Hundreds of Ancient Footprints Reveal a Snapshot of Neanderthal Family Life
A group of 257 footprints in Normandy come from 10 to 13 people, mostly children scampering around near the beach
In recent years, Neanderthals have started to look a lot more human. Not only have researchers unraveled their DNA, finding that many modern humans carry some Neanderthal genes, but paleoarchaeologists have also found evidence that our evolutionary cousins walked upright, had brains larger than ours, enjoyed greater lung capacity and may have communicated with a complex language. Homo neanderthalensis also had a complex culture that included burying their dead, and making tools, sticky pitch, clothing, jewelry and perhaps even art.
Despite these discoveries, skeletal remains and spearheads can’t tell us everything, like what Neanderthal family structures looked like. But a remarkable find of 257 Neanderthal footprints along the coast of Normandy, France, is revealing a little bit about the the groups the species lived in. Ivan Couronee at Agence France-Presse reports that the site, called Le Rozel, was first discovered by an amateur archaeologist in the 1960s. However, it wasn’t until wind and tidal erosion in the area threatened the site in 2012 that consistent excavations at Le Rozel began. Between 2012 and 2017, the researchers excavated 30 feet of sand to uncover 257 footprints dating back 80,000 years, detailed recently in the Proceedings of the National Academy of Sciences. Since 2017, the team has discovered hundreds of other footprints.
Among the impressions, the team also found materials associated with animal butchering and stone tool production. While there are no skeletal remains at the site to confirm that the prints were made by the pitter-patter of Neanderthal feet, the researchers are pretty sure they were left by the species based on the shape of the foot, which differs from modern humans. At that time, researchers believe, Neanderthals were the only hominin species in Europe. Anatomically modern humans would not arrive on the continent for another 35,000 years.
While footprints were found in five layers of sediment, reports Alison George at New Scientist, 80 percent of them appeared in a 1,000-square-foot section in just one layer, which the study focuses on. The team photographed and modeled each print. They also used a material called elastomer to make casts of several of the footprints. Based on the size of the feet, they could estimate the height of the Neanderthal that made them. From that they could estimate each individual's age.

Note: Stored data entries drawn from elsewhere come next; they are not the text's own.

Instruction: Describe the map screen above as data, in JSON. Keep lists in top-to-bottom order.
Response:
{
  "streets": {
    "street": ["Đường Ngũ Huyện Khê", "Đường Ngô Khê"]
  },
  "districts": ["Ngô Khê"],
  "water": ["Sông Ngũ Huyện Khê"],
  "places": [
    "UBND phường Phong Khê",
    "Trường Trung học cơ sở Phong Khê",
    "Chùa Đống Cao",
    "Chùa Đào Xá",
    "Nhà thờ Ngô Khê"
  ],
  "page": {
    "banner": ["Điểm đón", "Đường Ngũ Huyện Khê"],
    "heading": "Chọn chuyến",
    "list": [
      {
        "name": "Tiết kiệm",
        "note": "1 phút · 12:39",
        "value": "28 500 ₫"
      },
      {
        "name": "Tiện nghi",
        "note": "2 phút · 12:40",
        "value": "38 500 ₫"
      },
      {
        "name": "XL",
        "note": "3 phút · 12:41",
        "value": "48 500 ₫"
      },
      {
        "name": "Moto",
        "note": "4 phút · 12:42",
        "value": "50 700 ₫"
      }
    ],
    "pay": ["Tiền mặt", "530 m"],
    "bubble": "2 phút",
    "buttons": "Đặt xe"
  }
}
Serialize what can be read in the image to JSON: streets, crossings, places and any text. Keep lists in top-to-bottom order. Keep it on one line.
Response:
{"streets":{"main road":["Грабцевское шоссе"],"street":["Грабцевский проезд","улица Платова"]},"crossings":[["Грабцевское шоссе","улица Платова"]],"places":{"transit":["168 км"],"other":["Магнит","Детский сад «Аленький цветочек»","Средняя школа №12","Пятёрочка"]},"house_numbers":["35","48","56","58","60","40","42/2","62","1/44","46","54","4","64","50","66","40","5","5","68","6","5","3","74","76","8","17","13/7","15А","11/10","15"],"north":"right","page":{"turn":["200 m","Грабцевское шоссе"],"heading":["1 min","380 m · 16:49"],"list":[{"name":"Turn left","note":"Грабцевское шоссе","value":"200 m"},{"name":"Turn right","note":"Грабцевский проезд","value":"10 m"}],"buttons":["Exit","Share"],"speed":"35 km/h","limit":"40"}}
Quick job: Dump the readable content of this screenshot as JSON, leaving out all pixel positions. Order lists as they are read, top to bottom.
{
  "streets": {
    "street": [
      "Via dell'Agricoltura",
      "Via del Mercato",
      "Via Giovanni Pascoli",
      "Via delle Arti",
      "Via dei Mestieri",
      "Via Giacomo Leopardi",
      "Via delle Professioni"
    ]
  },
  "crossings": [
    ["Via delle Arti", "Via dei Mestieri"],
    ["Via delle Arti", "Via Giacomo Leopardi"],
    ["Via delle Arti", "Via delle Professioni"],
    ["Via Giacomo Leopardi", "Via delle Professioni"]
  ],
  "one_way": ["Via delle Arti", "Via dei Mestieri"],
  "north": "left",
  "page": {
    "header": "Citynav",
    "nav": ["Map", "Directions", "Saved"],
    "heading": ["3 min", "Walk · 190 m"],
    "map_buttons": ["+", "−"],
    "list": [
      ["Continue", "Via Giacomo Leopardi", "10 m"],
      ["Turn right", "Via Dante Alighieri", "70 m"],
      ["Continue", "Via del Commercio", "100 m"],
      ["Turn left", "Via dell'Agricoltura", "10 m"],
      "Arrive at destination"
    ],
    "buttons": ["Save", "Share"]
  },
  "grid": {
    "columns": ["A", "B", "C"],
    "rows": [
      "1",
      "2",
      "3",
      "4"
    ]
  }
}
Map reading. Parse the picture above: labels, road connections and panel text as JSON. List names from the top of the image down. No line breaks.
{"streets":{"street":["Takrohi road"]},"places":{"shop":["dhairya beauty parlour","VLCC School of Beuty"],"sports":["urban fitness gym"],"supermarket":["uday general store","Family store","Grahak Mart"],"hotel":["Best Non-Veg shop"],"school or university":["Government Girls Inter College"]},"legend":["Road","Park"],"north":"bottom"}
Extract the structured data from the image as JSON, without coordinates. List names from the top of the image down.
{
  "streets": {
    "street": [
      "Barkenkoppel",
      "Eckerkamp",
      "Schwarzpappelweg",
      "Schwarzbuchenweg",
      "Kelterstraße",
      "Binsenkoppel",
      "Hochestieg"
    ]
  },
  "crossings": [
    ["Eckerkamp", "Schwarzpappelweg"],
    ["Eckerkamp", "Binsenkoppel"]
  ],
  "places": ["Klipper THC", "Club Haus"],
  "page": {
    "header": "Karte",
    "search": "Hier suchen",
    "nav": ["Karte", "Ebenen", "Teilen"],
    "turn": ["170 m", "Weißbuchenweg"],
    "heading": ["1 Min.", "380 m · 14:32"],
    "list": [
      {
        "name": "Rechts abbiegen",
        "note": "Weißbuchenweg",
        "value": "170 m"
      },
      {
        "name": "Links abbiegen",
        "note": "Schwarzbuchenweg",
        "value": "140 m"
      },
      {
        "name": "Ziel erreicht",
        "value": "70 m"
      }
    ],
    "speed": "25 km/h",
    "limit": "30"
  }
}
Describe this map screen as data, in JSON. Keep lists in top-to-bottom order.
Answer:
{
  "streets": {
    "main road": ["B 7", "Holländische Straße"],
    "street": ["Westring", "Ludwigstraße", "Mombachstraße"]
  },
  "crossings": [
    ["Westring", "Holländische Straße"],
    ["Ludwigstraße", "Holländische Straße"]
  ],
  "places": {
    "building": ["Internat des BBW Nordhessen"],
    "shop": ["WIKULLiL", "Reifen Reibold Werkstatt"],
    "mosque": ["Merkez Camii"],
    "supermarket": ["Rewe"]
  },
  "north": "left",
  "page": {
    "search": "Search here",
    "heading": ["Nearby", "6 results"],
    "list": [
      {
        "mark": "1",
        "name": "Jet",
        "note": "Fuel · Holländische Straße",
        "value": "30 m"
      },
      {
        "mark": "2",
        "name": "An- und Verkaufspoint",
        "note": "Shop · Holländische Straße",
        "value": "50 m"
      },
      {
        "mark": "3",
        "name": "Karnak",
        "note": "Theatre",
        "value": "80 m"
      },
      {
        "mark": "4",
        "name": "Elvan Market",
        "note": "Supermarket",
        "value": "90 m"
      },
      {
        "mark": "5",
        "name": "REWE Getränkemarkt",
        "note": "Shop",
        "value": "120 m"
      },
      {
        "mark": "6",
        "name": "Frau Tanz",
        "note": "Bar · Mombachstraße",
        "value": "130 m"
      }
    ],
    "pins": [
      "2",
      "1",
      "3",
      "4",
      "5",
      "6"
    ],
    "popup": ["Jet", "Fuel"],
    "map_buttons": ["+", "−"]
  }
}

Of the 257 footprints, 90 percent were made by children, ranging from two years old to adolescents. In total, the team believes about 10 to 13 people left prints at the site. The fossils were created after the Neanderthals stepped in mud, which then dried and was covered by sand, as the area was part of dune system at the time.
“It’s difficult to figure out why those individuals were there at that particular time: Were they looking for food or playing or doing something else?” Isabelle de Groote of Liverpool John Moores University, not involved in the study, tells New Scientist. “I would expect either more adults or more of a balance between the number of adults and young people.”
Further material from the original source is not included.